Jubilant and proud of his daughter, Mister exclaimed to the first person he encountered, “She said her first words, plural! Can you believe it?” The fellow did not, in fact, believe it. So Mister asked his daughter to say those words again and, in typical baby rebellion, she just stared at him. But Mister was not deterred, being fully confident in what he had heard. So he started putting her on the floor, a place she most decidedly did not want to be. At first she started fussing but then she said, somewhat intelligibly “No.” “There you see?!” said Mister, “She said ‘no’! And before, she clearly said four different words! I was prepared for her not to speak for a year or even longer; but here she is a couple weeks old, standing and speaking multiple words!” His friend didn’t deny that he had heard something.
Mister, at this point, was ecstatic—not just about the fact that his daughter was talking, but that she was intelligent and could understand him. The combined relief from not having to change her diaper and the pure joy of being able to calm the child and carry her in his arms, he wondered if it was real. “Am I dreaming?” he asked rhetorically. He turned to his mother-in-law, Laurie, but she just smiled, shook her head, and faintly said “No.”
At that, Mister turned and walked to the windows with his daughter to show her what mountains were. His girl was talking and showing other signs of awareness. And she hadn’t actually been due to be born for a week and a half.

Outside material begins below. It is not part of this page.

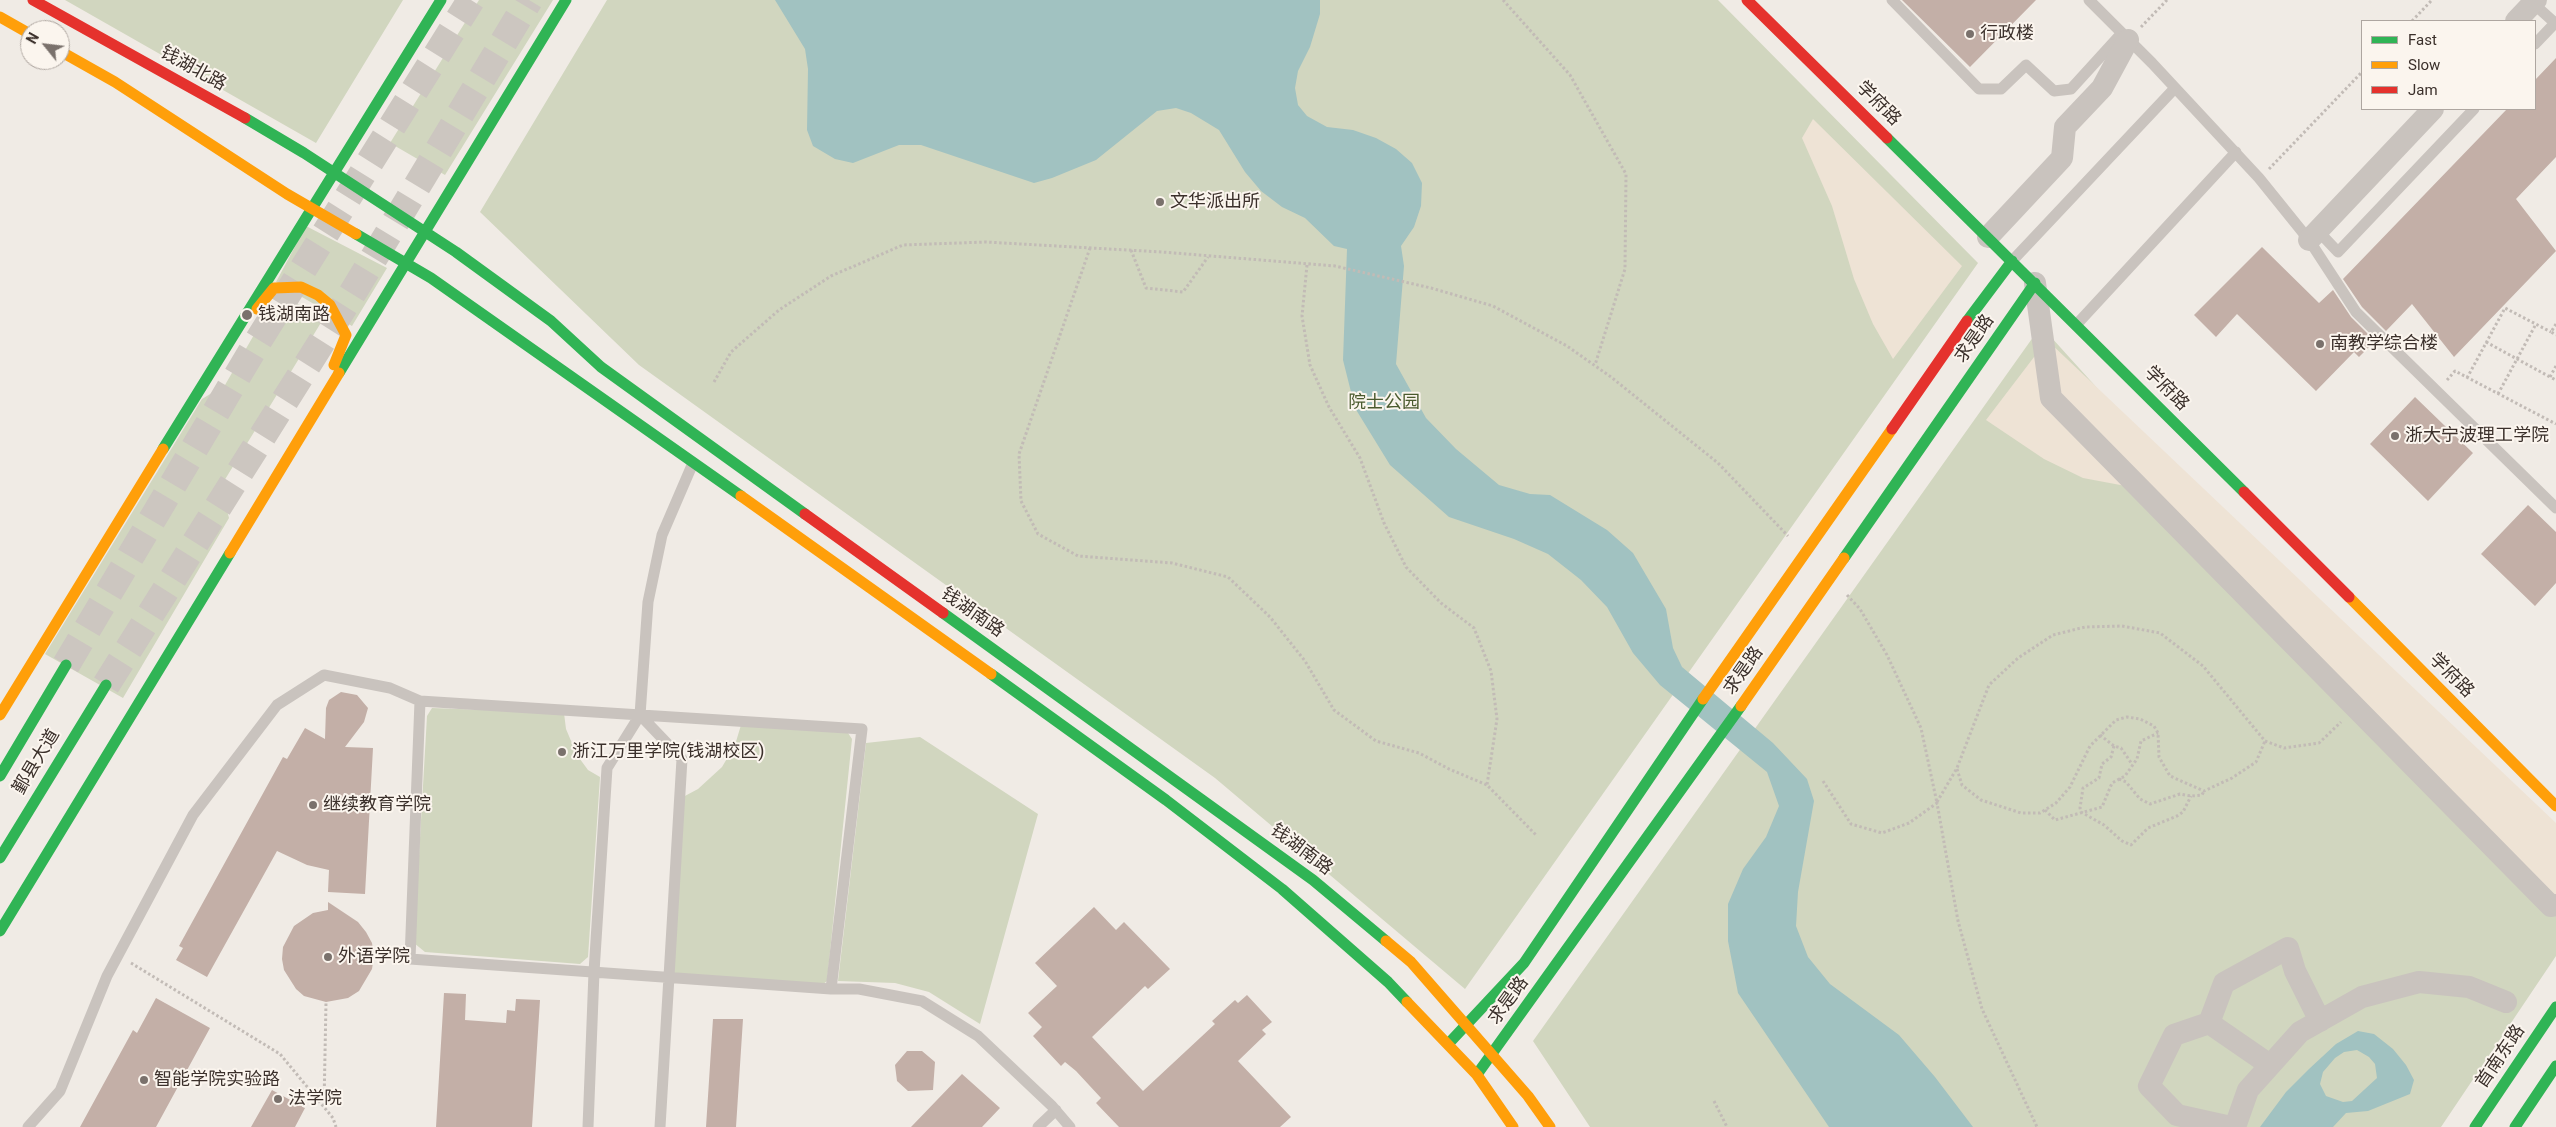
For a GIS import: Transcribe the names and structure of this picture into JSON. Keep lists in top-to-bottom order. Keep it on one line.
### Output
{"streets":{"main road":["钱湖北路","学府路","求是路","钱湖南路","鄞县大道","首南东路"]},"crossings":[["钱湖北路","钱湖南路"],["学府路","求是路"],["求是路","钱湖南路"]],"parks":["院士公园"],"places":["行政楼","文华派出所","钱湖南路","南教学综合楼","浙大宁波理工学院","浙江万里学院(钱湖校区)","继续教育学院","外语学院","智能学院实验路","法学院"],"legend":["Fast","Slow","Jam"],"north":"top left"}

Wait, he thought, this means that I can go to Glenn’s wedding without any worries. In fact, Kate and the baby could have gone with me too if we had known she was going to be born so early and develop so quickly. But then he caught Laurie’s voice drifting out of the kitchen, “I didn’t have the heart to tell him...” To tell him what?
The unreality of his surroundings and circumstances began to dawn on him. He turned to Laurie and said, “I am dreaming aren’t I?” Laurie reluctantly assented, “Yes, you are definitely dreaming.” The pieces started fitting together. Who ever heard of a two-week old baby talking? Not to mention a two week old baby who was still a week and a half from her due date! And wait a second, why was it a girl?! The sonogram had clearly shown that they were going to have a boy! Oh well, thought Mister good-naturedly, it is a dream after all. But what a wonderful dream! I don’t feel the same ecstasy as before, but I still feel joy at holding a child in my arms and knowing that soon I will hold another child in my arms in reality; even if he won’t be speaking to me any time soon.